Required action:
Below is a listing. Copy each line of it that holds the word "labels".

The input:
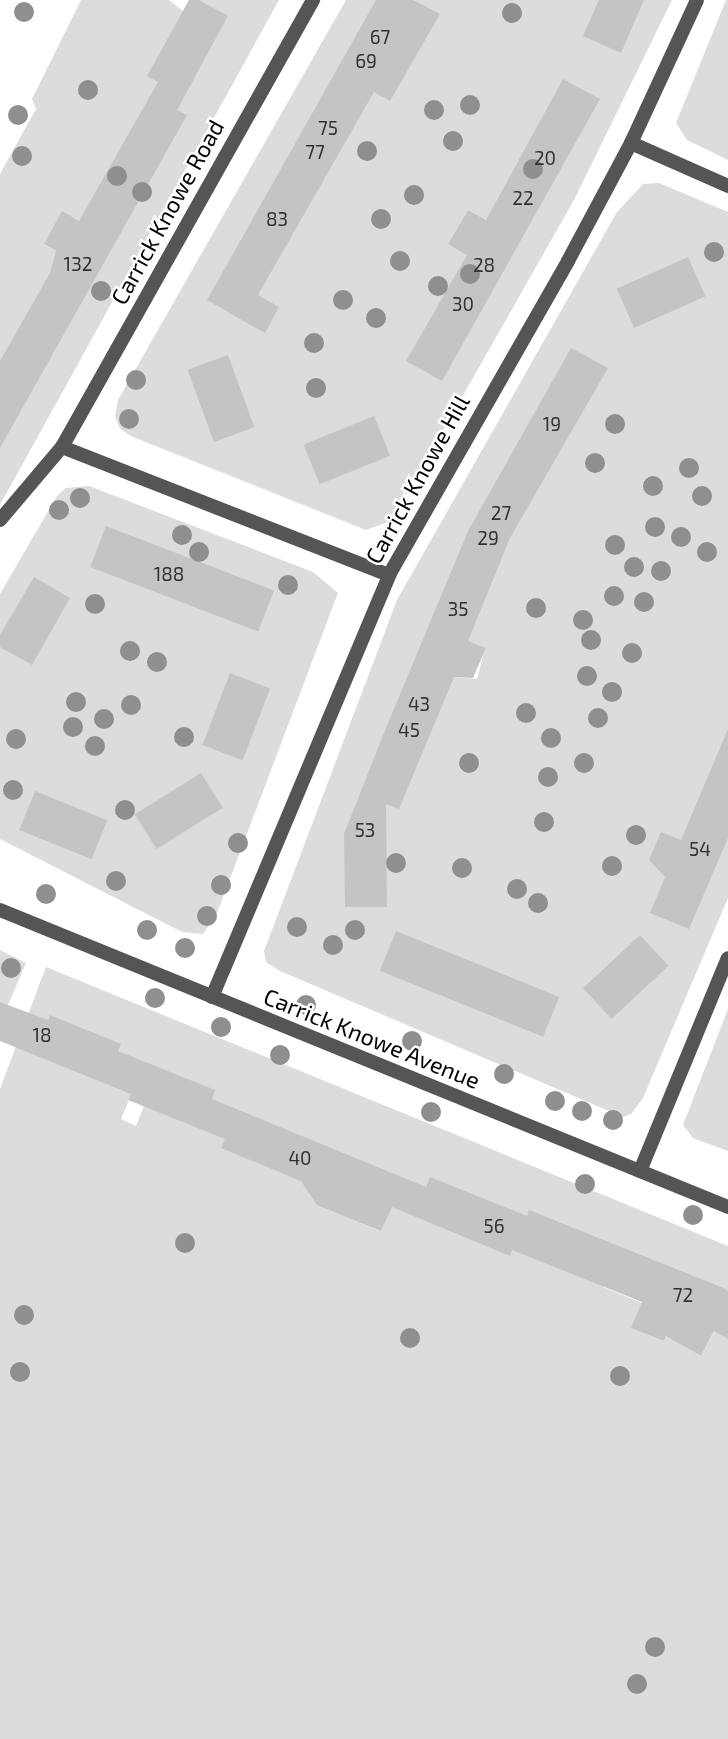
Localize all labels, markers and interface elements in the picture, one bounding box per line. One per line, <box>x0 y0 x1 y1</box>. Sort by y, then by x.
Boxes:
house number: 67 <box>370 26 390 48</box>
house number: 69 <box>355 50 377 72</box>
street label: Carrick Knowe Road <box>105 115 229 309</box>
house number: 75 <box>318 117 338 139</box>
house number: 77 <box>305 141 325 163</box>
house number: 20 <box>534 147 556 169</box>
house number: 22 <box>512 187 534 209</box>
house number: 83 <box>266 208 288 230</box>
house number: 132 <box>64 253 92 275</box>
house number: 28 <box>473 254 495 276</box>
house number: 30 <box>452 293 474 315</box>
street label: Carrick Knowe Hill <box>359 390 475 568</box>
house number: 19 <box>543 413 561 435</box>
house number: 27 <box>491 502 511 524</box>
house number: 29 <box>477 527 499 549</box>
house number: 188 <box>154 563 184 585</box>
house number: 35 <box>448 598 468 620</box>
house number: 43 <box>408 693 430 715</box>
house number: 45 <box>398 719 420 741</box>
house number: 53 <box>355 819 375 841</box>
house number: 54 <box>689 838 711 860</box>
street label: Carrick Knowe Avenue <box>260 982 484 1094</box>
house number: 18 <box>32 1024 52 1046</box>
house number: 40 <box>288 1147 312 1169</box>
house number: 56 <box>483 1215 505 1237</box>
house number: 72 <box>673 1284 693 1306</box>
--
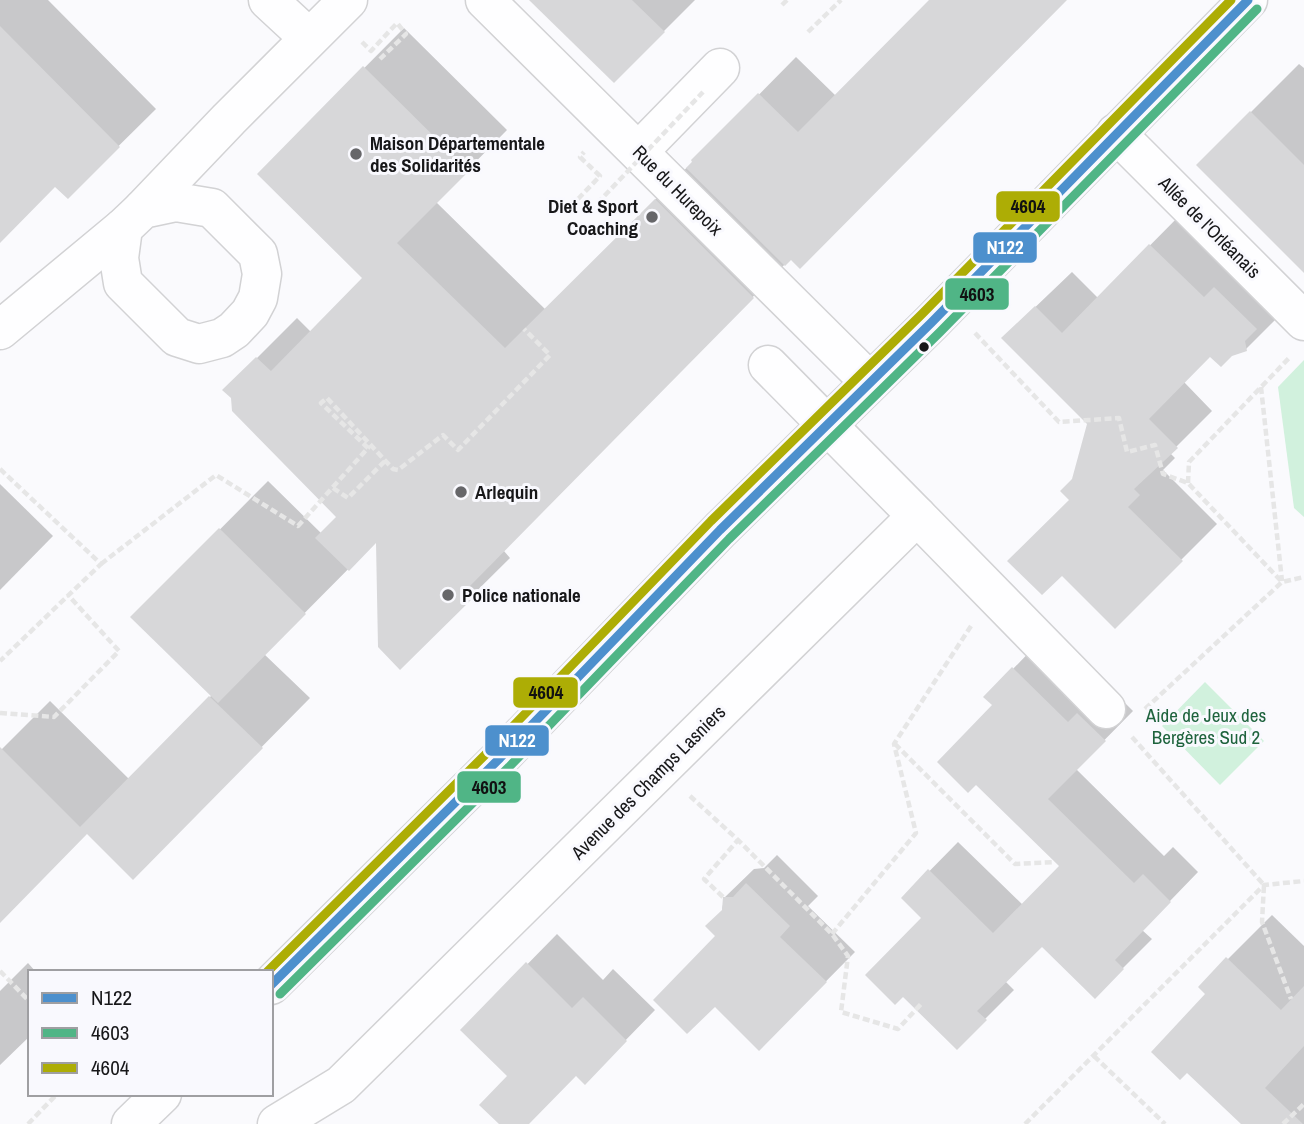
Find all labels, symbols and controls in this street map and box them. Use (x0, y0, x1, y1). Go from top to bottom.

Your solution:
Localize all labels, markers and interface elements in the picture, one bounding box per line. One per line, <box>x0 y0 x1 y1</box>. Sort by y, then by x.
Find all labels, symbols and controls in this street map and box them. Use (x0, y0, x1, y1). Go from top to bottom.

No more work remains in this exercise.